Pathogenesis and symptoms . Enterohemorrhagic strains produce two types of verotoxins, similar to the neuroenterotoxin of Shigella dysenteriae, and an adhesion factor encoded by a plasmid gene. The transmission mechanism is fecal-oral. Children are more likely to get sick, but several outbreaks have been reported among adults who ate beef contaminated with bacteria. Bloody diarrhea may be profuse, but white blood cells are not always found in the stool.

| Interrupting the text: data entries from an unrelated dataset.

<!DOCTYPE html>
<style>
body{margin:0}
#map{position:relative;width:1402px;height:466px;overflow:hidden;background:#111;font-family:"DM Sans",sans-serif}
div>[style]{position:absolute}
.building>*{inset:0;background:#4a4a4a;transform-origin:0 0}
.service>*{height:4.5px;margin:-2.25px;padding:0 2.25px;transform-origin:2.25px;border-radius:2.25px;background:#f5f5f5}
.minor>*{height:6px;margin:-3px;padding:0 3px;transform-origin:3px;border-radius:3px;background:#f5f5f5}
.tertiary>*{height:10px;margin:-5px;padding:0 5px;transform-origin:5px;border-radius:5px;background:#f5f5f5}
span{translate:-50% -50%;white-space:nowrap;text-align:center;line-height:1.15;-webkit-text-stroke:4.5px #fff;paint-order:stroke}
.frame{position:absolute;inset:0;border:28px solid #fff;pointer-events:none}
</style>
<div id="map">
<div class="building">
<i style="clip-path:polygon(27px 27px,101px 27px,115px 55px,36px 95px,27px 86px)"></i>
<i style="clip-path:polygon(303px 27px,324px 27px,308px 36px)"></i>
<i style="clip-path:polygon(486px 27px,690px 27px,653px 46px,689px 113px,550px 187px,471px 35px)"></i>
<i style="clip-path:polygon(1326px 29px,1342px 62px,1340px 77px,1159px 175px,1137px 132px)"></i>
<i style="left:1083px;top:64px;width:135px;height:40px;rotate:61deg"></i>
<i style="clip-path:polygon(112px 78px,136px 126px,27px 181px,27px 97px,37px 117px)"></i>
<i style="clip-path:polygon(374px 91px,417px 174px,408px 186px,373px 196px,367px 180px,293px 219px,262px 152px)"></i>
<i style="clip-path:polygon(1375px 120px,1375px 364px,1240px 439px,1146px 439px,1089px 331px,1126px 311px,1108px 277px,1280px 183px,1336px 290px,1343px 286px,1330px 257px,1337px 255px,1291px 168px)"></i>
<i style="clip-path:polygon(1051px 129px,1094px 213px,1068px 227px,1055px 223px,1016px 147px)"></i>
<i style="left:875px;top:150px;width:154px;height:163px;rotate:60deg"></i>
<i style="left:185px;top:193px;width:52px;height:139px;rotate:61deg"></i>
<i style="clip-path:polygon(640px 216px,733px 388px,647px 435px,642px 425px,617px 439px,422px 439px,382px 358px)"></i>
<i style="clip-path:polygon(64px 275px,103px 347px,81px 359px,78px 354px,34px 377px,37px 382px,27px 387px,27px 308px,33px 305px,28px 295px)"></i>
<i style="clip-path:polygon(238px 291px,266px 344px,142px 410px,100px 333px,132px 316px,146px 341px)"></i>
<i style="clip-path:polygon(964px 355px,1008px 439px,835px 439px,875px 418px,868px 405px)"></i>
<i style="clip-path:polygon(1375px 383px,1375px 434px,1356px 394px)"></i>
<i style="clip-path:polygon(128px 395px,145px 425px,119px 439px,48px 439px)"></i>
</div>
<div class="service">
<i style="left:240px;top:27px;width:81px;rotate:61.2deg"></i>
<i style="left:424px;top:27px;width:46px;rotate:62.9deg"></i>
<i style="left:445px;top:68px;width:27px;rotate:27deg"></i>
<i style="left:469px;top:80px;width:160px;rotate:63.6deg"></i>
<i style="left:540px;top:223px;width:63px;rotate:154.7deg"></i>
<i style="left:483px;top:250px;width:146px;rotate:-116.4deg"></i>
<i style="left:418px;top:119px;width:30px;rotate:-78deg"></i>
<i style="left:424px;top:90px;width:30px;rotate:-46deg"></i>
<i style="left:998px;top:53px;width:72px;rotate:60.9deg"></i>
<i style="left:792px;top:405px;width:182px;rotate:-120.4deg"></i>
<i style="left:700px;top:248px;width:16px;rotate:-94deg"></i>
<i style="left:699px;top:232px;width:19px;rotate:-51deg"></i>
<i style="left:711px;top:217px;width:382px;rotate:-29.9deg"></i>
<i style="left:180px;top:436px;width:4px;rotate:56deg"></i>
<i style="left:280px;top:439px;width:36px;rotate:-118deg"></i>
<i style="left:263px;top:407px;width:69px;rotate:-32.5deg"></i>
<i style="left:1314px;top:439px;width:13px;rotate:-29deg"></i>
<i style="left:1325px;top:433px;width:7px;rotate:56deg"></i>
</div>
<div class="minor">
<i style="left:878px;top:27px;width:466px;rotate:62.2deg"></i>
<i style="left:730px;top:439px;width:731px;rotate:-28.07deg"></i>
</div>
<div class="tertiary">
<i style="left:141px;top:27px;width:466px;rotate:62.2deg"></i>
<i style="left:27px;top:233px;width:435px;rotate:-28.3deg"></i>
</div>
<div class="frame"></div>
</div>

Diagnosis is based on isolation of the pathogen from stool and serotyping of Escherichia coli colonies that do not grow on sorbitol.

Treatment is symptomatic. In severe cases, ciprofloxacin or norfloxacin is prescribed.

Prevention

The summer period is favorable for the spread of intestinal infections. At this time, people go out into nature en masse, swim in open reservoirs, eat fresh fruits and vegetables, and cook meat products on the street. Therefore, in order to prevent acute intestinal infections, it is necessary:

  • strictly observe hygiene - wash your hands often and thoroughly;
  • drink only bottled water and pasteurized milk or boil them;
  • wash fruits, berries and vegetables thoroughly with running water;
  • observe the thermal regime when cooking meat and fish;
  • do not store raw and prepared foods together;
  • Use a refrigerator to store perishable foods and observe shelf life;
  • Maintain cleanliness in food preparation areas and remove trash promptly.

By following these simple rules, you can avoid contracting intestinal infections and maintain your health. But if you notice symptoms of the disease, you cannot treat yourself, consult a doctor.

Diet and regimen

For patients diagnosed with intestinal flu, it is important to observe bed rest during the acute stage of the disease, as well as other recommendations to speed up recovery. These include:

  • regular ventilation of the room in which the patient is located;
  • daily wet cleaning using disinfectants;
  • limiting contact with other family members;
  • using boiling water to wash items worn by an infected person;
  • separate storage of personal hygiene items for the patient.

An equally important component of successful treatment is a special diet. Fasting is allowed only on the first day - at this time the patient should be given as much liquid as possible, mostly salty.

Starting from the second day, you should add vegetable purees and porridges prepared without milk to your diet. On the third day, the menu should include the following products:

  • fermented milk products (yogurt, kefir, fermented baked milk);
  • boiled vegetables;
  • boiled chicken (breast) or fish - no more than 50 g per day;
  • decoction of rice or oats.

All dishes should be prepared only using dietary methods (boiling, baking, stewing).

What is strictly prohibited for intestinal flu:

  • fried foods;
  • smoked meats, marinades;
  • sauces, spices, herbs;
  • confectionery, sugar;
  • bread, buns, pastries;
  • pork;
  • milk;
  • fruits.

The therapeutic diet for intestinal flu should last until complete recovery, as well as for two weeks after - this is necessary to normalize the functioning of the digestive organs and reduce the load on the stomach and intestines.

Stomach flu is a common illness that can occur at any age. With proper and timely treatment, the disease does not pose a danger, but it is better to prevent its occurrence. For prevention, it is important to strengthen the immune system, eat a healthy and varied diet, monitor body hygiene and not use other people’s hygiene products.